Kidato became the latest African startup to receive funds from Y-Combinator after they received $125,000 Funding from Y-Combinator. They join Nigeria’s VendEase and Mono, Côte D’Ivoire’s Djamo and Cairo-based Flextock as the African startups to have so far been accepted for the winter 2021 batch.
Kidato was founded in 2020 by Sam Gichuru as an online school for K-12 students to provide high-quality, affordable education to the growing middle class in Africa, where parents must often choose between public schools with student-teacher ratios as high as 50:1 or private schools with expensive tuition fees.

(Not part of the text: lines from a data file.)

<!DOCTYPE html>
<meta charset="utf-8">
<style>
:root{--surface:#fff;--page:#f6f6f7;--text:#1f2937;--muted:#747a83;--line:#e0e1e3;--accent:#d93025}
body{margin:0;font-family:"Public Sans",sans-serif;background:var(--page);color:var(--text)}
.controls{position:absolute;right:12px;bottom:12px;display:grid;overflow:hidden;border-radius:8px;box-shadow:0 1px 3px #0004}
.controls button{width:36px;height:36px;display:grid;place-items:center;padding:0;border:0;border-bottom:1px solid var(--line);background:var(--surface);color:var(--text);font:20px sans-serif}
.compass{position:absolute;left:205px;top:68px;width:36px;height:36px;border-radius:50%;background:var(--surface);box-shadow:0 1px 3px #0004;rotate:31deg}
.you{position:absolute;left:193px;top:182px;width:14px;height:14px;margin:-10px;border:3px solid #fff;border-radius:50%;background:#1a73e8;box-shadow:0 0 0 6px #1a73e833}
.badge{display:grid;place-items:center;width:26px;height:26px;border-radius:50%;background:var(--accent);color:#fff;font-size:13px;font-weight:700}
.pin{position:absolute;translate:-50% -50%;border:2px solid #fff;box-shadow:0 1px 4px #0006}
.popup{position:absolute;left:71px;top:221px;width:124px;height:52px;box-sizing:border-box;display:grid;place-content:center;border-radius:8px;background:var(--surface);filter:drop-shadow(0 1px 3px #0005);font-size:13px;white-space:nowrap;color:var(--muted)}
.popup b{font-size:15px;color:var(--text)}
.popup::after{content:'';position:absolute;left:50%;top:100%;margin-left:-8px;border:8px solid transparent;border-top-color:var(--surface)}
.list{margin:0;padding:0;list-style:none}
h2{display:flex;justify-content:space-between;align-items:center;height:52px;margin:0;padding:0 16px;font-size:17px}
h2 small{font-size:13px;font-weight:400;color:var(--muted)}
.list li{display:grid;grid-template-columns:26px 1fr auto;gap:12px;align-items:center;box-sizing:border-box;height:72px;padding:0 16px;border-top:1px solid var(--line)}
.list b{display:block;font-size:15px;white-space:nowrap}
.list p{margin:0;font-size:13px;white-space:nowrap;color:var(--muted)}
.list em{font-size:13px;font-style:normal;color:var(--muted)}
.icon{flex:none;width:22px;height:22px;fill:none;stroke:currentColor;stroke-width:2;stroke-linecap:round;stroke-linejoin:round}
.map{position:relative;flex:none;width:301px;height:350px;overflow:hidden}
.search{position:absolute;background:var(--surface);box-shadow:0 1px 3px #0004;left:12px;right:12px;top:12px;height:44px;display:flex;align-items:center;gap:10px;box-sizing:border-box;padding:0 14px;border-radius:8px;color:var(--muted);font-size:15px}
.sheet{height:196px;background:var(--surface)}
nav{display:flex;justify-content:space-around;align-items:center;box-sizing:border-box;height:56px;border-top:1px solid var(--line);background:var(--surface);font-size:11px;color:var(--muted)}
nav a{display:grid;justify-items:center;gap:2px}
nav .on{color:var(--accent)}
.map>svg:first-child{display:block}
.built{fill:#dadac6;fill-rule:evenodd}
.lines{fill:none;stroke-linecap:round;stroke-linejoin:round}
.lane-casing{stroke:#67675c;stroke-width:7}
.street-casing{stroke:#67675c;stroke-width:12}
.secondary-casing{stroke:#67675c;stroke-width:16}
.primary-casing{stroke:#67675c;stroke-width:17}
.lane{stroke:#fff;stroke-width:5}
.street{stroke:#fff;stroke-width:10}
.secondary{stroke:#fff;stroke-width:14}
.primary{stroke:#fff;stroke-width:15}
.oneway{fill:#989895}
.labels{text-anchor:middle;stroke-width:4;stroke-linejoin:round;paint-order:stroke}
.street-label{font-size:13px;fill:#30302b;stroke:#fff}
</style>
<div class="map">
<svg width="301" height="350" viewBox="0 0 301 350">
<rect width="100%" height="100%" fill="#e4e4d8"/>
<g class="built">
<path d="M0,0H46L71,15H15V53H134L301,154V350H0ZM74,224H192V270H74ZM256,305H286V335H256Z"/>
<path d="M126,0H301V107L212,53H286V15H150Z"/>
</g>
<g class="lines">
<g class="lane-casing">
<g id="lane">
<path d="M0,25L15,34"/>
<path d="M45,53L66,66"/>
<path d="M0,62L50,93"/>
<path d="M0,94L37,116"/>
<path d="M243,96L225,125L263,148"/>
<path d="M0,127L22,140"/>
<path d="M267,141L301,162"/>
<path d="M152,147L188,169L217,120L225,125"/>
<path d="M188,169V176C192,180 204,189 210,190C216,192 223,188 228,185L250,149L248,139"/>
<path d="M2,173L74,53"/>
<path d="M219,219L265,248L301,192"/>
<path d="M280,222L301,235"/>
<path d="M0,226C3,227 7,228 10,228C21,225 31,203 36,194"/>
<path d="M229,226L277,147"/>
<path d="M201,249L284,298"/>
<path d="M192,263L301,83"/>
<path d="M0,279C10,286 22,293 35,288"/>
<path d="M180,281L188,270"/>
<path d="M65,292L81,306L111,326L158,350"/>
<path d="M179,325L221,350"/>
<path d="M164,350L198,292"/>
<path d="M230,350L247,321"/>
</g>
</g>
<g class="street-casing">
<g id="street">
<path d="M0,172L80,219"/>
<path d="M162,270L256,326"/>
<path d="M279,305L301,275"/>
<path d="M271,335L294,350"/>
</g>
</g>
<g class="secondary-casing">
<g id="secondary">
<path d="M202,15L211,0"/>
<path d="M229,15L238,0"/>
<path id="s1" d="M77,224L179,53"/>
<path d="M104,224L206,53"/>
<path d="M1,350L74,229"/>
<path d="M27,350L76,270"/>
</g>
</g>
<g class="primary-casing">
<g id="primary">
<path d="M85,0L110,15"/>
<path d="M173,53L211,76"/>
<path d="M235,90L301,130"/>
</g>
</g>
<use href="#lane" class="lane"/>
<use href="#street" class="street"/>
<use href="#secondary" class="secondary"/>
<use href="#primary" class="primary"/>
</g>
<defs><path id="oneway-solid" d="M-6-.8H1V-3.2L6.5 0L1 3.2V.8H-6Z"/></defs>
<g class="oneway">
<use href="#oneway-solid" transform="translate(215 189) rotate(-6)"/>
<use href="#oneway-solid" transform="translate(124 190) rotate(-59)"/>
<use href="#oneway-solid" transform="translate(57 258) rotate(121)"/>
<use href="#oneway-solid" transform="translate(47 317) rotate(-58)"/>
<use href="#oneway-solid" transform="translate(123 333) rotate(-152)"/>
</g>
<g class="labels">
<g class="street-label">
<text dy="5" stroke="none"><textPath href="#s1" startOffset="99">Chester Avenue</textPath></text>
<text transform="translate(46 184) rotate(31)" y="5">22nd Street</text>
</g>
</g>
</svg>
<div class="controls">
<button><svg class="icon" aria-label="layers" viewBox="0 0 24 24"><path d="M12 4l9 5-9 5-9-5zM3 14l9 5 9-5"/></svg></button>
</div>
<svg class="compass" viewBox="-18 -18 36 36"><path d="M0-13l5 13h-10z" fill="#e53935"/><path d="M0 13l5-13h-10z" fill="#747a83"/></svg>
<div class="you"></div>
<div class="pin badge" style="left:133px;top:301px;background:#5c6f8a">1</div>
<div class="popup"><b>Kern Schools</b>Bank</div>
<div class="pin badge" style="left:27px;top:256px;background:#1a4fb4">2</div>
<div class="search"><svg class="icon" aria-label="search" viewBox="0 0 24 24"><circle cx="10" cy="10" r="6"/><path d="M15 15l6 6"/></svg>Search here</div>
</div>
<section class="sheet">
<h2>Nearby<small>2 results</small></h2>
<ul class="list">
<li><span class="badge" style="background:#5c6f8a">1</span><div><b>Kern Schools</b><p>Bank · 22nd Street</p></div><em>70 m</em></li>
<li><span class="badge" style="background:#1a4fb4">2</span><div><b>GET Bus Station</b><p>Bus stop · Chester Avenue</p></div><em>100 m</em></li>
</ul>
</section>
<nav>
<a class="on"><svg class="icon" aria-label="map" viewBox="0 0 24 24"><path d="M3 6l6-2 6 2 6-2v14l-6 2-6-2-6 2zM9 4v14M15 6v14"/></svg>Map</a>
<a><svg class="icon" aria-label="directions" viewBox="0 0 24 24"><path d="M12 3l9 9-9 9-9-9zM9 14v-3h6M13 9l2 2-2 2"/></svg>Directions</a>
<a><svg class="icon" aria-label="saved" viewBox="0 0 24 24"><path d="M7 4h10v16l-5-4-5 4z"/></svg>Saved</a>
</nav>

Kidato has seen strong early reduction in number of users, with 30 students in the full school in its first two semesters, and it has enough bookings to triple that in the new school year in September. It has more than 400 registered students and 200 students from 8 countries enrolled in different classes, such as coding, chess, languages, art and music. The platform currently has over 32 tutors and has received over 500 applications in the last six months.
According to Gichuru, “Y Combinator has helped us shape our mission, introduced us to an amazing community of founders globally and encouraged us to build a product that our parents and students want and love.”
Their acceptance into the Y-Accelerator program will do so much to help more African, middle class students gain access to high quality education, and this will do the continent and the world a lot of good.